Despite the popularity that he enjoys among Greek audiences, Shakespeare had been underrepresented in the Athenian stage for decades – the main reason lying in the difficulty to maintain large casts. Things have changed over the past years; at this moment, paying tribute to the great British playwright 400 years after his death, there are as many as eleven shows running in Athens – whether the original plays, or shows inspired by or based on the work of the British dramatist.

Lignadis’ is a contemporary rendering of the tragedy; against a backdrop of cement walls, staircases and metal scaffolding, the director sets the pure, innocent love of the young couple in sharp contrast with the noisy, dark, lustful, sexually charged world of the adults. The clear distinction between the two worlds (reinforced by the choice in costumes, music and the number of people on stage) is further established by Lignadis’ choice to have two – surprisingly good, as they turn out to be – teenage actors in the leading roles; undoubtedly the main asset of the play and Lignadis’ wisest choice in the show.

15-year-old Danae Vassilopoulou and 16-year-old Yannis Tsoumarakis bring on stage the freshness and fleeting aura of youth, accompanied with a subtlety in acting rarely seen in actors of their age. Their teenage looks match their outlook; Romeo, angry, sprays graffiti on the walls and Juliet is clumsy when it comes to wearing and walking on her mother’s high heeled shoes. On the other hand, talented but controversial Stathis Psaltis – an actor whose name has been associated with films of dubious artistic merit, sloppily produced in the 1980s – would have made a wonderful Nurse, if he hadn’t occasionally assumed the comic persona with which he has been identified and from which he cannot escape. Dimitris Piatas is very effective as Friar Lawrence, spicing up the role with his proclivity for comic touches. Elissavet Moutafi, as Lady Capulet, Juliet’s indifferent and almost alcoholic mother, is mediocre; so is Nikolas Stravopodis as Capulet, Juliet’s physically abusive father.
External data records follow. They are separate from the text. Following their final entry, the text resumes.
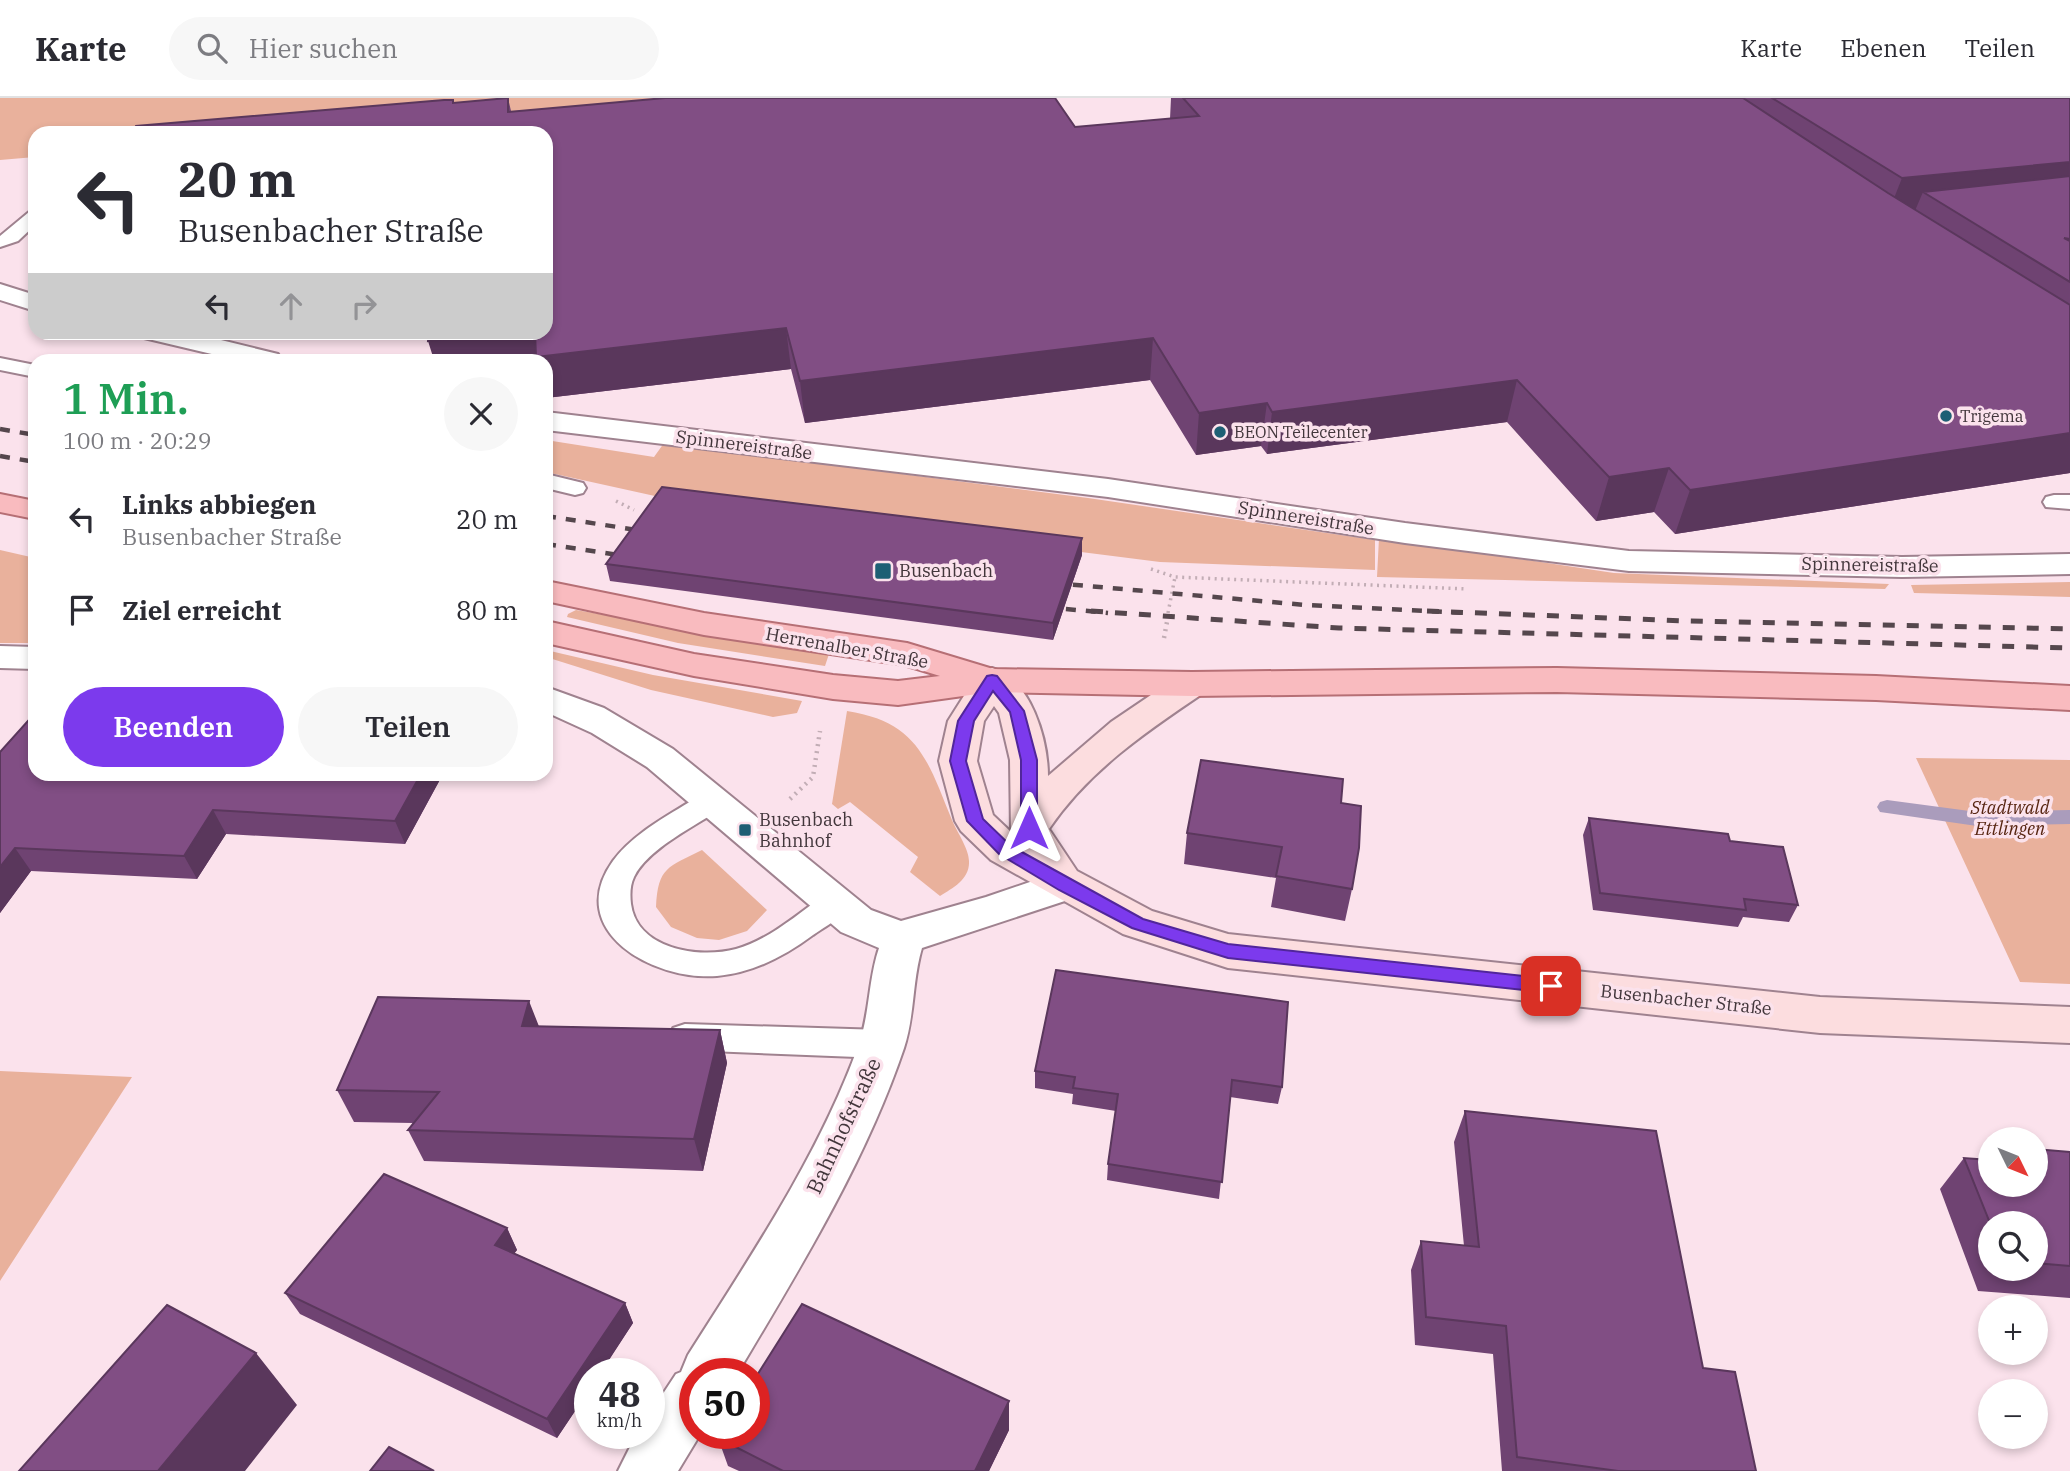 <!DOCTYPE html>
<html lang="de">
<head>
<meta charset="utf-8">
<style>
  body { margin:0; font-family:"IBM Plex Serif",serif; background:#f7f7f7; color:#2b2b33; height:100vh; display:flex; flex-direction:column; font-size:26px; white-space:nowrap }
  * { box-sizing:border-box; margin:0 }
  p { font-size:23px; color:#7c7c81 }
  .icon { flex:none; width:38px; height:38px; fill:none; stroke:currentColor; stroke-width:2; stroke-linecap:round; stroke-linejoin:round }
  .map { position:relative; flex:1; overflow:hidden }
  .drawer { position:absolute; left:28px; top:256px; width:525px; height:427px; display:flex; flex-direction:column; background:#fff; border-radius:21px; box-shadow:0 4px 10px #0003 }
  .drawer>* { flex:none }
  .top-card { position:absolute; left:28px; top:28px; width:525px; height:214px; border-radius:21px; box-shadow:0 4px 10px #0003; background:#fff; color:#2b2b33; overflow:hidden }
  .needle { width:46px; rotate:133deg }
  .controls { position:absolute; left:1978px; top:1029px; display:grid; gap:14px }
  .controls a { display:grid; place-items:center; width:70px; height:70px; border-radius:50%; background:#fff; box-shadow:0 4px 10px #0003; font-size:35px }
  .speed { position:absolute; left:574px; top:1260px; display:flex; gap:14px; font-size:35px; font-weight:700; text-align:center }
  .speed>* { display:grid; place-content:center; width:91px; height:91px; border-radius:50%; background:#fff; box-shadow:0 4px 10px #0003; line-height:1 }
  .speed small { font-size:18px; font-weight:400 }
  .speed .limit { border:10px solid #d22; background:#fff; color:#111 }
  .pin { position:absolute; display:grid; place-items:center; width:60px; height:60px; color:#fff; margin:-30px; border-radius:14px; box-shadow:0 4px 10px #0006 }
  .me { position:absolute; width:77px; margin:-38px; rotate:0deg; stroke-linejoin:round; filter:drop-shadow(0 0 5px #0008) }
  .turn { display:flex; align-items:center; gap:24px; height:147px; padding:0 35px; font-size:32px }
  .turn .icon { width:91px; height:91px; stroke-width:2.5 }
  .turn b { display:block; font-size:49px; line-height:60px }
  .lanes { display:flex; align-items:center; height:66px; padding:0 35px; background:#0003; justify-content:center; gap:35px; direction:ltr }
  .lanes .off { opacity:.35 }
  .round { display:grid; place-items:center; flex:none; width:74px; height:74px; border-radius:37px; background:#f7f7f7 }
  .head { display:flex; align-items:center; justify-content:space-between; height:119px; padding:0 35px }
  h1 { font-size:42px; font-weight:600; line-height:52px; color:#1e9e55 }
  .button { display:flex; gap:14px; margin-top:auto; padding:14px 35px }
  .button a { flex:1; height:80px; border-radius:42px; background:#7c3aed; color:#fff; font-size:28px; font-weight:600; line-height:80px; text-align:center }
  .button a+a { background:#f7f7f7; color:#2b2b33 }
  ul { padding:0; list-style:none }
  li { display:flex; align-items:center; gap:21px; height:91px; padding:0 35px }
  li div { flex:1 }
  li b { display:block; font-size:26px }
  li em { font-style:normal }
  header { display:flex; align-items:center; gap:42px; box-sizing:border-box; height:98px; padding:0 35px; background:#fff; border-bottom:2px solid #e1e1e2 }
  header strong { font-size:33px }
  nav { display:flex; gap:38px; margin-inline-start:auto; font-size:24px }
  .search { width:490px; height:63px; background:#f7f7f7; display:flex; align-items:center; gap:18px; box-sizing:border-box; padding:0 24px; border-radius:38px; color:#7c7c81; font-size:26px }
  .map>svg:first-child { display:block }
  .green { fill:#e9b19c }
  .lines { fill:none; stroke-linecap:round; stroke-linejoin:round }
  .stream { fill:#aa9cbc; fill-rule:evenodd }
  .service-casing { stroke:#9f828f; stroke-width:4 }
  .minor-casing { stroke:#9f828f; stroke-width:4 }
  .secondary-casing { stroke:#9f828f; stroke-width:4 }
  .primary-casing { stroke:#b66f75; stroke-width:4 }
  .path-far1 { stroke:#c2adb5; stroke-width:3.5; stroke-dasharray:2 4.5; stroke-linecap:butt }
  .path { stroke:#c2adb5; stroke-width:4.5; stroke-dasharray:2 5; stroke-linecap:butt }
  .service { fill:#fff; fill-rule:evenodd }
  .minor { fill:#fff; fill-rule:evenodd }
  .secondary { fill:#fcdddf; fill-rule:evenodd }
  .primary { fill:#f9bbbf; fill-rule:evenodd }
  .rail-far1 { stroke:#55474d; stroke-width:4.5; stroke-dasharray:10 10; stroke-linecap:butt }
  .rail { stroke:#55474d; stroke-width:5; stroke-dasharray:12 12; stroke-linecap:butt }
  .wall { fill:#6f4372; fill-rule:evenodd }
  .shaded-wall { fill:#5a375c }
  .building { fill:#814e84; stroke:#5a375c; stroke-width:2 }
  .route { fill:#7c3aed; stroke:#51269a; stroke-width:2 }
  .poi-dot { fill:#1e5f74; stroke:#fbe2ec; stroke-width:2.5 }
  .labels { text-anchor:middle; stroke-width:7; stroke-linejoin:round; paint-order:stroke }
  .far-poi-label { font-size:16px; fill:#42363b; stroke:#fbe2ec; text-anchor:start }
  .street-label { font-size:18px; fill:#42363b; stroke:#fbe2ec }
  .poi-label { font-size:18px; fill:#42363b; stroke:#fbe2ec; text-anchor:start }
  .park-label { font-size:18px; font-style:italic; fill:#572511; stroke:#fbe2ec }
  .near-street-label { font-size:21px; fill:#42363b; stroke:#fbe2ec }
</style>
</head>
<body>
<header>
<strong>Karte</strong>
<div class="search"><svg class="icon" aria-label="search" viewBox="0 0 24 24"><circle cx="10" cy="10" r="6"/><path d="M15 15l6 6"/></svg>Hier suchen</div>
<nav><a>Karte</a><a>Ebenen</a><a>Teilen</a></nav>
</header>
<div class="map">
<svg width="2070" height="1373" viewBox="0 0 2070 1373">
  <rect width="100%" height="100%" fill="#fbe2ec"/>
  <path class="green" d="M0 0H850L304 35H35V59L0 62Z
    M546 342 654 359 664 345 1088 400 1375 442V472L1160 464 673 402 546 374Z
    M1379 440 1614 475 1889 486 1885 491 1377 479Z
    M0 452 35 460V545H0Z
    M2070 484V499L1914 495 1911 487Z
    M576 512 829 556 825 568 678 545 567 519 568 516Z
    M546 552 653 577 802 603 797 615 773 619 651 592 546 559Z
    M847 613C919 624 928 664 952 722 957 734 969 751 969 763 970 781 953 790 940 798L910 774 918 759 850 704 838 711 832 706Z
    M1916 660 2070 662V886L2020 884Z
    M702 752 767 812 747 833 719 842 697 840 671 829 656 809C658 769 668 769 702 752Z
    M0 973 132 979 0 1183Z"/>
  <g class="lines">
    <path class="stream" d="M1887 702 1977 714 2070 712V726L1977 728 1880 714 1877 709 1880 704Z"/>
    <g class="service-casing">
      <path id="service" d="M35 113V127L18 143 0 149V138L29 114Z
        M0 260 35 267V279L0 272Z
        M546 376 583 385 586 390 583 395 575 397 546 390Z
        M2054 397H2070V411L2046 409 2043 404 2046 399Z
        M712 693 722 696 726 703 722 710C697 727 647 751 634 779 630 787 630 797 631 806 637 851 698 861 736 851 768 842 797 817 823 798L834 795 845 798 849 806C842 820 826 828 813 837 785 858 752 875 717 878 654 883 563 833 613 763 635 733 672 716 702 696Z
        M685 926 882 932 894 936 898 946 894 956 882 960 685 952 673 948 669 939 673 930Z"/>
    </g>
    <g class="minor-casing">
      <path id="minor" d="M0 186 35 197V213L0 202Z
        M140 234H188L278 256 282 262H237L144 240Z
        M546 314 1108 381 1405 425 1629 453 1902 459 2070 456V476L1902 479 1629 473 1405 445 1108 399 546 332Z
        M0 548 35 549V571L0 570Z
        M546 589 604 610 673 651 871 812 901 823 986 799 1065 772 1080 776 1086 787 1080 798 922 850C912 883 915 917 904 950 865 1065 799 1172 737 1276H695V1335H701L678 1373H618L637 1335H649V1317L676 1276 681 1274 688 1257C750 1159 818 1059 858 949 870 917 868 882 879 850L841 834 647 669 592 635 546 614Z"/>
    </g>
    <g class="secondary-casing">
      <path id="secondary" d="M992 570C1031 581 1048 642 1048 678L1111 624 1179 578 1192 574 1205 578 1210 586 1205 594C1147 633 1089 672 1049 731L1077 773 1152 813 1228 836 1820 899 2070 909V945L1820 935 1228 870 1123 836 991 762 961 733 955 723 939 663 948 623 979 574ZM994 608 999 615 1010 662 1011 734 993 717 977 663 984 623Z"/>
    </g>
    <g class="primary-casing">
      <path id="primary" d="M0 396 35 403V421L0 414Z
        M546 483 704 515 907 545 993 571 1192 574 1557 570 1876 578 2070 588V612L1876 602 1557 594 1192 598 992 594 898 607 833 601 694 578 546 545V523L694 556 833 577 898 583 940 578 904 567 704 537 546 503Z"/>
    </g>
    <path class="path-far1" d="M616 403 634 412
      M1151 471 1175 479 1467 491
      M1168 515 1175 479"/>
    <path class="path" d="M1164 540 1169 513
      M790 701 813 679 820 633"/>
    <use href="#service" class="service"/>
    <use href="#minor" class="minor"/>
    <use href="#secondary" class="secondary"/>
    <use href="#primary" class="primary"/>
    <path class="rail-far1" d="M0 331 35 337
      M0 358 35 364
      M546 418 650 434
      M546 446 632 459
      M1053 485 1306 507 1468 515
      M1046 509 1108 515"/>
    <path class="rail" d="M1091 513 1339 530 2070 550
      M1427 513 1688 523 2070 531"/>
  </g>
  <path class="wall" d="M508 0 511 13 1075 29 1170 21 1171 0H2070V375L1675 436 1654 414 1596 423 1507 324 1267 356 1261 348 1196 357 1150 282 805 325 791 271 546 300V234L132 35Z
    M1082 440V457L1053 542 610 483 606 466Z
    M0 654 443 676 405 746 226 736 197 781 31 773 0 815Z
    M1341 705 1352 791 1345 823 1271 809 1276 780 1184 766 1187 735Z
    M1589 720 1730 743 1798 807 1789 824 1743 819 1738 829 1593 812 1583 737Z
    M1056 872 1282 989 1278 1006 1230 999 1219 1101 1107 1082 1108 1066 1116 1013 1072 1006 1073 996 1035 990V973Z
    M539 928 720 932 727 965 703 1073 424 1063 408 1032 413 1025 354 1024 337 992Z
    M1465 1013 1703 1270 1756 1373H1502L1493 1256 1415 1247 1411 1172 1421 1143 1464 1148 1454 1044Z
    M2070 1054V1200L1978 1193 1940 1091 1964 1060 1990 1087ZM1990 1125H2035V1171H1990Z
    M507 1130 517 1152 514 1155 625 1205 633 1225 557 1340 300 1216 285 1195Z
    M1009 1303V1332L989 1373H739L728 1368 718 1340Z"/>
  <path class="shaded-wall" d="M2070 64V99L1923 94 1914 115 1887 118 1902 80Z
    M786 230 791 271 546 300V262H434L428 243 505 234Z
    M1153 240 1150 282 805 325 800 283Z
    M1517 282 1507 324 1267 356 1272 314Z
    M1267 305 1261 348 1196 357 1199 315Z
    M2070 335V375L1675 436 1690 392Z
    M1669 370 1654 414 1596 423 1609 379Z
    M1082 440V457L1053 542V525Z
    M421 676H443L405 746 395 723Z
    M213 712 226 736 197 781 184 758Z
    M15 750 31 773 0 815V769Z
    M529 903 542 936 522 928Z
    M720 932 727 965 703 1073 694 1041Z
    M507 1130 517 1152 505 1168 495 1147Z
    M625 1205 633 1225 600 1276H590V1291L557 1340 547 1321Z
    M256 1255 297 1307 245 1373H158Z
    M1009 1303V1332L989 1373H975Z"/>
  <path class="building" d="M508 0V14L665 0H1055L1075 29 1199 18 1183 0H1743L1888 95 2070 207V335L1690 392 1669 370 1609 379 1517 282 1272 314 1267 305 1199 315 1153 240 800 283 786 230 536 259 535 234H546V35H132L136 28 444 2H453V5Z
    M1772 0H2070V64L1902 80Z
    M2070 78V141L2064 140 2070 143V184L1923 94Z
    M429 234H505L428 243Z
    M662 389 1082 440 1053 525 606 466Z
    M35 615V676H421L395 723 213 712 184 758 15 750 0 769V654Z
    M1201 662 1343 681 1341 705 1361 708 1359 750 1352 791 1276 778 1282 749 1187 735Z
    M1589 720 1728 736 1730 743 1783 749 1798 807 1744 801 1746 812 1600 795Z
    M1056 872 1288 904 1282 989 1232 982 1222 1084 1108 1066 1118 996 1073 990 1075 979 1035 973Z
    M378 899 529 903 522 928 720 932 694 1041 408 1032 439 994 337 992Z
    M1465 1013 1656 1033 1703 1270 1735 1274 1756 1373H1618L1517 1359 1506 1228 1426 1219 1421 1143 1479 1149Z
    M2035 1051 2070 1054V1168L2035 1165V1125H1990L1964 1060 1990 1062V1087H2035Z
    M384 1076 507 1130 495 1147 625 1205 547 1321 285 1195Z
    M802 1206 1009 1303 975 1373H783L718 1340 721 1335H754V1282Z
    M167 1207 256 1255 158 1373H19Z
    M389 1349 434 1373H370Z"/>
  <path class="route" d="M992 577 997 578 1024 613 1037 662V730L1029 736 1021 730V662L1010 614 993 593 974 623 966 663 983 721 1011 748 1143 821 1228 846 1551 881 1557 883 1560 888 1557 893 1551 895 1228 860 1132 830 1059 792 999 756 967 723 950 663 958 623 987 578Z"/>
  <g class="poi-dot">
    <circle cx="1946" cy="318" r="7"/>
    <circle cx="1220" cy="334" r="7"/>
    <rect x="874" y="464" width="18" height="18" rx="3.5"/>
    <rect x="738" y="725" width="14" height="14" rx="3.5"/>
  </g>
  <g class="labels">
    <g class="far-poi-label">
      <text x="1960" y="324">Trigema</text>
      <text x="1234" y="340">BEON Teilecenter</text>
    </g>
    <g class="street-label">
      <text transform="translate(744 347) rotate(7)" y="6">Spinnereistraße</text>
      <text transform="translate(1306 420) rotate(9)" y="6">Spinnereistraße</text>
      <text transform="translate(1870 467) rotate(1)" y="6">Spinnereistraße</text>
      <text transform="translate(847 550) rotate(10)" y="6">Herrenalber Straße</text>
      <text transform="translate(1686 902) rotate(6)" y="6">Busenbacher Straße</text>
    </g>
    <g class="poi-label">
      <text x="899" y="479">Busenbach</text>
      <text x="759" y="728">Busenbach<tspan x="759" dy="21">Bahnhof</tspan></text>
    </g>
    <g class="park-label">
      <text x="2010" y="716">Stadtwald<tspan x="2010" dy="21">Ettlingen</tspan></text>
    </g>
    <g class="near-street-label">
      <text transform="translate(844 1028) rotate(-65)" y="7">Bahnhofstraße</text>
    </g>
  </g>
</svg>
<div class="controls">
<a><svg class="needle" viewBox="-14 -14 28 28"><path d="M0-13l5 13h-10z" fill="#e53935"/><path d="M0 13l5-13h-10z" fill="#7c7c81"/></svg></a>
<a><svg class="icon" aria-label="search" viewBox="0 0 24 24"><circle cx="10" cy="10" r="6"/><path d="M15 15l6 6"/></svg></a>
<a>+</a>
<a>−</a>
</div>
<div class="speed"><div>48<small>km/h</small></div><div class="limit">50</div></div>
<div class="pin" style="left:1551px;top:888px;background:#d93025"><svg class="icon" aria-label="arrive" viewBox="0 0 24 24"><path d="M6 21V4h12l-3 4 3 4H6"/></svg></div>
<svg class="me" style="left:1029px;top:730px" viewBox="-20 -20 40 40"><path d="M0-17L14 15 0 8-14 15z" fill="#7c3aed" stroke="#fff" stroke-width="4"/></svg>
<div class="top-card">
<div class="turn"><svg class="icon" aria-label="left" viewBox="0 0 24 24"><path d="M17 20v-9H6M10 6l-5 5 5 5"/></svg><div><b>20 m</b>Busenbacher Straße</div></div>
<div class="lanes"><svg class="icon" aria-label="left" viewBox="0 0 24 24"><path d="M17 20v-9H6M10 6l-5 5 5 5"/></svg><svg class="icon off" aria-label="ahead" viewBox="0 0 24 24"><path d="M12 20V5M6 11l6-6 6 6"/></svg><svg class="icon off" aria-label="right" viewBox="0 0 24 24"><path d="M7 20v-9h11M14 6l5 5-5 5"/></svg></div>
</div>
<section class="drawer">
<div class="head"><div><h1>1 Min.</h1><p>100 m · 20:29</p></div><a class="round"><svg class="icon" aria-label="close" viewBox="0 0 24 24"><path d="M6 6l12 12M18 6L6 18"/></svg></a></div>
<ul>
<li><svg class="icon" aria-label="left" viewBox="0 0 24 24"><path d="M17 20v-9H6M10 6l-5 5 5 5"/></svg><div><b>Links abbiegen</b><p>Busenbacher Straße</p></div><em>20 m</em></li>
<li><svg class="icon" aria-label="arrive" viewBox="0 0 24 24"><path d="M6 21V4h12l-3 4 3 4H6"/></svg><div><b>Ziel erreicht</b></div><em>80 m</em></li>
</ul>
<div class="button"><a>Beenden</a><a>Teilen</a></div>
</section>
</div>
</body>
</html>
Lignadis’ rendering is interesting in many respects, although often overloaded with unnecessary references. I feel that the show would perfectly work without the vacuum cleaners and the – sometimes naive – comic devices that distract from the essence of the play, without adding anything to it. Equally, although Kapsalis’ poetic translation does work, it would perfectly do without the additional verses on love borrowed by Sophocles and modern Greek poet Odysseas Elytis. Shakespeare’s Romeo and Juliet is a monumental hymn to pure and uncompromising love and, as such, it does not need either backup by other texts, or any pointers to the universality of the theme.